The Cheesecake Factory has also upped its financial support for hunger relief and is getting more customers involved.
Over the past year, The Cheesecake Factory has raised about $400,000 for Feeding America, the nation’s largest hunger relief organization. In July, the chain introduced the new Stefanie’s Ultimate Red Velvet Cake Cheesecake and pledged to donate 25 cents for each slice sold to Feeding America for a year.
For national Hunger Action Month in September, Cheesecake Factory executives are planning a 30-day “concert tour” of 30 restaurants to host events to raise awareness of the fact that “one in eight Americans don’t know where their next meal will come from,” Mears said.
Guests who donate two cans of soup to feed the hungry will get a free slice of the new cheesecake and get their picture taken. A special tribute to those who donated will be unveiled at a press event in Washington, D.C., at the end of the month, Mears said.
Paul Colligan, programs director for The Greater Boston Food Bank, said corporate programs like that of The Cheesecake Factory have helped increase donations from restaurants to his agency.
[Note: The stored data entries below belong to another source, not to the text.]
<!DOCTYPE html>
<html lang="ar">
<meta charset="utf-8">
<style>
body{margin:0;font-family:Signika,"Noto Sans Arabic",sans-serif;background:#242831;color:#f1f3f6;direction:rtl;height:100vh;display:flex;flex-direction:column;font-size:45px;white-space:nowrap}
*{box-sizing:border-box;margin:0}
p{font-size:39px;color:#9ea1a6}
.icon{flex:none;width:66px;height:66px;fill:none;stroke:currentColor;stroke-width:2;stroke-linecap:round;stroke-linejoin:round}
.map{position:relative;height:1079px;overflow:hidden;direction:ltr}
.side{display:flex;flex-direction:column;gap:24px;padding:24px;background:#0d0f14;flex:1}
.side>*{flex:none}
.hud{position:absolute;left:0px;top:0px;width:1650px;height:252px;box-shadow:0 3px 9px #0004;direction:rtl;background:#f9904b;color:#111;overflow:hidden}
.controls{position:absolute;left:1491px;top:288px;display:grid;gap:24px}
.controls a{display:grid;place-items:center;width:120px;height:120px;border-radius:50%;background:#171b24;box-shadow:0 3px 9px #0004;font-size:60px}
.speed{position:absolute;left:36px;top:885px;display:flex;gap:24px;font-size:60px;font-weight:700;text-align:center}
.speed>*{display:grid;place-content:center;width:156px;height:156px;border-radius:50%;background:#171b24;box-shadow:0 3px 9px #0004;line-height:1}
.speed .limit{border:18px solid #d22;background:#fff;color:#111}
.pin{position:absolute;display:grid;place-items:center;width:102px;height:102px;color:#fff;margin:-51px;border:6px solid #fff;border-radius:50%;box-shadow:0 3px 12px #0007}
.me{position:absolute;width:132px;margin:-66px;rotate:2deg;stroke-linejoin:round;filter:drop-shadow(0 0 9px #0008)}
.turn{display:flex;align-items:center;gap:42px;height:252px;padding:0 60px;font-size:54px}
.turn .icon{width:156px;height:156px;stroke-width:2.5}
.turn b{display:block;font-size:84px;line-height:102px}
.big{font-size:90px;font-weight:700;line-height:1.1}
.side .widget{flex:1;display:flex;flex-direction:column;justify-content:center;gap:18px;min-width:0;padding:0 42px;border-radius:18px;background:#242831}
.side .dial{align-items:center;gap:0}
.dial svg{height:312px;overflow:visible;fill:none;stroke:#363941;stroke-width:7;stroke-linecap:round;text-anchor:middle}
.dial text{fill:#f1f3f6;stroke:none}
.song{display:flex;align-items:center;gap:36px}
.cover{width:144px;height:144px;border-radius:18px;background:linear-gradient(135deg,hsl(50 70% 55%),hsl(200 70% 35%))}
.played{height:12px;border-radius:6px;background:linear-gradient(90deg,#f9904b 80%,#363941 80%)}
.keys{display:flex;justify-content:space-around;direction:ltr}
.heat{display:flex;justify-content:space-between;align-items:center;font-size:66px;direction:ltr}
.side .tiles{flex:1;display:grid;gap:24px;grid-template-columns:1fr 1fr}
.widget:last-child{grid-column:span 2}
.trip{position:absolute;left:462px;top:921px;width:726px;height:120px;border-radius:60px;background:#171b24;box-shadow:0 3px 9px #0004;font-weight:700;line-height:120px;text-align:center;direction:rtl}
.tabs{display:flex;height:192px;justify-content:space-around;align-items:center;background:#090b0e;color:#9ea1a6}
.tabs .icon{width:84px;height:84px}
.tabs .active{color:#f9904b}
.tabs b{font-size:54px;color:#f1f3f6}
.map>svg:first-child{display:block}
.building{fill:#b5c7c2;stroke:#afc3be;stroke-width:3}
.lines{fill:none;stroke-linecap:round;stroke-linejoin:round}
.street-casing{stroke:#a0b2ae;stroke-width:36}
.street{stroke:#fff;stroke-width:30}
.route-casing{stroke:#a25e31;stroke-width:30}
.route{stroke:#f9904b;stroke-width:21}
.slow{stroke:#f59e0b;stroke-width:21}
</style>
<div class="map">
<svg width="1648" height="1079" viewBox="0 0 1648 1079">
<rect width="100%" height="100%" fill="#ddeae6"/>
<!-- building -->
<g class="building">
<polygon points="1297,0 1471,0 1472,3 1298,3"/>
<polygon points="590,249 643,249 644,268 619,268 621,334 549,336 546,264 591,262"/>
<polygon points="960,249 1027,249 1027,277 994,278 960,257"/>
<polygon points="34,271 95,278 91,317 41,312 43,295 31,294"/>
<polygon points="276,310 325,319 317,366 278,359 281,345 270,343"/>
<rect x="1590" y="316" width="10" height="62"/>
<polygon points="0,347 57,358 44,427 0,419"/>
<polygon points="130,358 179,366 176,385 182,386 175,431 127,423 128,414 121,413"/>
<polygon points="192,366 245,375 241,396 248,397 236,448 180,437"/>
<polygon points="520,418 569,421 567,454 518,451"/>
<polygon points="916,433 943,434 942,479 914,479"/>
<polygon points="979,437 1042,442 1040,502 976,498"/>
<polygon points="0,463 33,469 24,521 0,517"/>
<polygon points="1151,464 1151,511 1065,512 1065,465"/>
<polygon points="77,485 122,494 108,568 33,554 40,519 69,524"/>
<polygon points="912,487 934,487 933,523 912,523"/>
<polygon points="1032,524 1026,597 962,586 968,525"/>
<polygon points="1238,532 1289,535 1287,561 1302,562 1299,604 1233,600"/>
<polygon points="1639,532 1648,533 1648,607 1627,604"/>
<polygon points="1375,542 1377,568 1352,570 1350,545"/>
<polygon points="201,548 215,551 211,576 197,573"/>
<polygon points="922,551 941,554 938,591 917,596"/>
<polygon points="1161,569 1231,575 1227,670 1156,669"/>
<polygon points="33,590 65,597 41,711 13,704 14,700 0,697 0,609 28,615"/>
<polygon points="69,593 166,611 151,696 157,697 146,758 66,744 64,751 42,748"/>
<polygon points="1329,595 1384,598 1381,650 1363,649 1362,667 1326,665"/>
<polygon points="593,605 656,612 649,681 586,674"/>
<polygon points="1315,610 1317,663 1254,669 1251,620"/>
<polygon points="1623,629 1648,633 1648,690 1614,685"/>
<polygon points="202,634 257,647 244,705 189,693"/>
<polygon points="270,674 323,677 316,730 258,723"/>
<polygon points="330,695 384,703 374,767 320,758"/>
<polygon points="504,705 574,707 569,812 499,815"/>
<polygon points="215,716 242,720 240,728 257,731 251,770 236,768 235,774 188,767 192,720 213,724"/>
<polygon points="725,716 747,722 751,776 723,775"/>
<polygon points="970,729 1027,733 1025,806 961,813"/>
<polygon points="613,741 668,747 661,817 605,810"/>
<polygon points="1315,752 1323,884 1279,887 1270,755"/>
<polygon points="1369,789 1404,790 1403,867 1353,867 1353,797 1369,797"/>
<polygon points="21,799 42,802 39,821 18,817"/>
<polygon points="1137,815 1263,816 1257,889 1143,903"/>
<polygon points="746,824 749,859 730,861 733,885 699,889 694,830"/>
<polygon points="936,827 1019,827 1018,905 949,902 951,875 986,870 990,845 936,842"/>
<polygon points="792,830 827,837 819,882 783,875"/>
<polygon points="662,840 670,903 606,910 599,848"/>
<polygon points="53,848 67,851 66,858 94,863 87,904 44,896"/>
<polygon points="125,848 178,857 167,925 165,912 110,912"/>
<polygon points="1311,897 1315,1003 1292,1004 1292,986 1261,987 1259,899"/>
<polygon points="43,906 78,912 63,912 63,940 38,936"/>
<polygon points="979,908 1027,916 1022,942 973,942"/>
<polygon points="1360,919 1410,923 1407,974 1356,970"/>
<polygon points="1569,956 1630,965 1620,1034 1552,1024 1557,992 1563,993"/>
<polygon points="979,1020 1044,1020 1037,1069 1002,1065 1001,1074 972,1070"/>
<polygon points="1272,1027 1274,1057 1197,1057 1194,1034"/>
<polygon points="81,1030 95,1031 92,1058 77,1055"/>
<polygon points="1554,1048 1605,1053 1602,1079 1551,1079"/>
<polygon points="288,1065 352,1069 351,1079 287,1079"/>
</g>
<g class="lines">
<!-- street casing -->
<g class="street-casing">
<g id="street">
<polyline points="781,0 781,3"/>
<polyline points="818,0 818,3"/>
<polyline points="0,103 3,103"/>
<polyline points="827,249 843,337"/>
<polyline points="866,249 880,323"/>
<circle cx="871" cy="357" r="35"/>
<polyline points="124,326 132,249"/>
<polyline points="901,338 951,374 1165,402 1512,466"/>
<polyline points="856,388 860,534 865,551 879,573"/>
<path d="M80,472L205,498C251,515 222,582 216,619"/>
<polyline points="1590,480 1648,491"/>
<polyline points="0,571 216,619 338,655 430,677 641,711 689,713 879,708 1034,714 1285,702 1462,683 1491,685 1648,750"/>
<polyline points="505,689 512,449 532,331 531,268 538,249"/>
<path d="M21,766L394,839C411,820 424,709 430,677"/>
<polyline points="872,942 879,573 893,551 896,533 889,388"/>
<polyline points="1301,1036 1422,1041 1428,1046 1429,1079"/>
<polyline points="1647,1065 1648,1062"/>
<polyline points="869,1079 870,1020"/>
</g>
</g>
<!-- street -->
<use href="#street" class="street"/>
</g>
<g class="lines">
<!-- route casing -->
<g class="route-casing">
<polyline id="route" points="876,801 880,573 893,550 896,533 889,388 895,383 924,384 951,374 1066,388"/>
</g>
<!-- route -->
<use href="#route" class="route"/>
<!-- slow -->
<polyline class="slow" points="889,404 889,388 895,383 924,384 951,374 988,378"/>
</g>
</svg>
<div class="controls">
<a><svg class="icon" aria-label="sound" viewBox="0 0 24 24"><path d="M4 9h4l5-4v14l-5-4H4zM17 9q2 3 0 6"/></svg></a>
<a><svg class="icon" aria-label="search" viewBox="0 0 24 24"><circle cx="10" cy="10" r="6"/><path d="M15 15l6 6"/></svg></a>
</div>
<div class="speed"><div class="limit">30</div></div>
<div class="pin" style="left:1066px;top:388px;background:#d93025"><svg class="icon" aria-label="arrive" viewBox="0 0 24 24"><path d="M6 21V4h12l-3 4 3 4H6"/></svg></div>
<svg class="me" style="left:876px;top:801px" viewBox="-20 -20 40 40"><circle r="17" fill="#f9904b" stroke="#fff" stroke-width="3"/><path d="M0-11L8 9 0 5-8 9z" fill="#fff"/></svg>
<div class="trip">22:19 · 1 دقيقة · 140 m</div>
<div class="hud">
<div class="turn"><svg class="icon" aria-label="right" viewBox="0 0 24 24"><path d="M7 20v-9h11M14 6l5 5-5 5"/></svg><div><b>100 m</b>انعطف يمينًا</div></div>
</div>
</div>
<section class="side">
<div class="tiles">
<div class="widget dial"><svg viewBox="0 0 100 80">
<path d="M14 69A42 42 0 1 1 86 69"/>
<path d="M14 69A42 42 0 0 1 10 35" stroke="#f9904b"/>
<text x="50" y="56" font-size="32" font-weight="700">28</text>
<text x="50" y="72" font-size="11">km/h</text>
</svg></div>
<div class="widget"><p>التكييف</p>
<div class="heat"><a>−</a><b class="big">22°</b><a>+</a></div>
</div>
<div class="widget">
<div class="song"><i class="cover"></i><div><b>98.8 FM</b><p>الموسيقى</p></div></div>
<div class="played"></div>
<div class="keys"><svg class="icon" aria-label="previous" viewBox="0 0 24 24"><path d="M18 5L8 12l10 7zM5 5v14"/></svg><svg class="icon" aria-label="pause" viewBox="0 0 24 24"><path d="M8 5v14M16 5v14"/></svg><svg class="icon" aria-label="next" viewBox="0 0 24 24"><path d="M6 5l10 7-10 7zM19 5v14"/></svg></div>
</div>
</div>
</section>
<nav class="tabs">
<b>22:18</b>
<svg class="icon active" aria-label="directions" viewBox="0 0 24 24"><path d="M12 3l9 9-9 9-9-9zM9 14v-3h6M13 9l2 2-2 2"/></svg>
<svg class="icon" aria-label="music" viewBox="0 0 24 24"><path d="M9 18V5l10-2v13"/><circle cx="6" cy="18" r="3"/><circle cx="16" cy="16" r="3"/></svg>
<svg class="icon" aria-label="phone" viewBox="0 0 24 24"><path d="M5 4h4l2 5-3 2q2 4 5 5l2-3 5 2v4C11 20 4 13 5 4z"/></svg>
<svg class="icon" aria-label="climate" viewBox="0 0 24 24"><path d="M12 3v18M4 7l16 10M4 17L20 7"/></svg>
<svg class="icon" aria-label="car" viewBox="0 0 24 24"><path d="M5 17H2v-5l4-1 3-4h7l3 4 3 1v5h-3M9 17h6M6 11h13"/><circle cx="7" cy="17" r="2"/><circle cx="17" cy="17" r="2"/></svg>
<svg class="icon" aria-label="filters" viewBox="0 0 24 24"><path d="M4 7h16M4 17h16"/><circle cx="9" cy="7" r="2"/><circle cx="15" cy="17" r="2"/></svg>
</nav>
Darden’s restaurants have routinely donated excess food at all restaurants over the past five years, officials said. For the fiscal year ended in May, the company’s 1,700 restaurants donated 8.7 million pounds of food, which translates to a fair-market value of about $85 million, said Rich Jeffers, a Darden spokesman.
The donation process is now a routine part of restaurant operations, he added, and the company receives a tax benefit.
For Colligan’s agency in Boston, it means the three area Capital Grille restaurants offer a steady source of proteins that might be stretched to feed more people in soups and stews.
Colligan said he tries to build relationships with restaurant donors to reassure them that their contributions are properly handled.
“I sell it as a program that is chef-to-chef,” Colligan said. “But there’s a lot of turnover in the foodservice industry, so we have to keep reconnecting those relationships.”
The KFC product donated by area Yum! Brands locations is loved by clients, Colligan said, and the food bank receives regular donations from institutional sources, such as Fenway Park and Gillette Stadium. From the latter, donated excess food from luxury boxes alone sometimes totals 1,100 or 1,200 pounds of food, said Colligan.
In New York City, the nonprofit City Harvest has been collecting donations from foodservice suppliers for 25 years. In fiscal 2009, the organization received donations from more than 340 eateries, which contributed about 2.3 million pounds of food.
Donations are collected by volunteers in refrigerated trucks, on tricycles or even on foot, said Leslie Gordon, City Harvest’s director of programs.
Volunteers might go to a Pret A Manger and pick up excess sandwiches in a container that would handle 40 pounds or less and then walk to a soup kitchen five blocks away to drop it off, she said.
“It’s a really nice opportunity for corporate volunteers,” she said.
For City Harvest, such donations are on the rise, Gordon said. But the agency recently hired a new director of food sourcing to help cultivate more prepared-food donations in light of the increasing demand.
In Los Angeles County, where traffic and distance can make such pickups difficult, organizations like the Los Angeles Regional Food Bank are struggling to deal with the logistics of donating prepared food.
A lot of agencies don’t have refrigerated trucks, said Darren Hoffman, the L.A. food bank’s communications director.
“We try to get grants to purchase hot boxes that can be plugged into car cigarette lighters, or coolers,” he said, “but the volume we’d need to make a huge dent is difficult given the lack of funding.”
The food bank, which this year will supply an estimated 45 million to 50 million pounds of mostly produce and nonperishable food to about 700,000 people in need, has seen an increase in demand of about 33 percent over last summer, Hoffman said.
Knapp of the Food Bank of Southern California said his organization is testing a program in which restaurants that donate excess food will receive a window sticker to let customers know about their commitment to hunger relief.
State budget cuts in California are likely to bring even more people to emergency hunger relief programs in coming months, he said.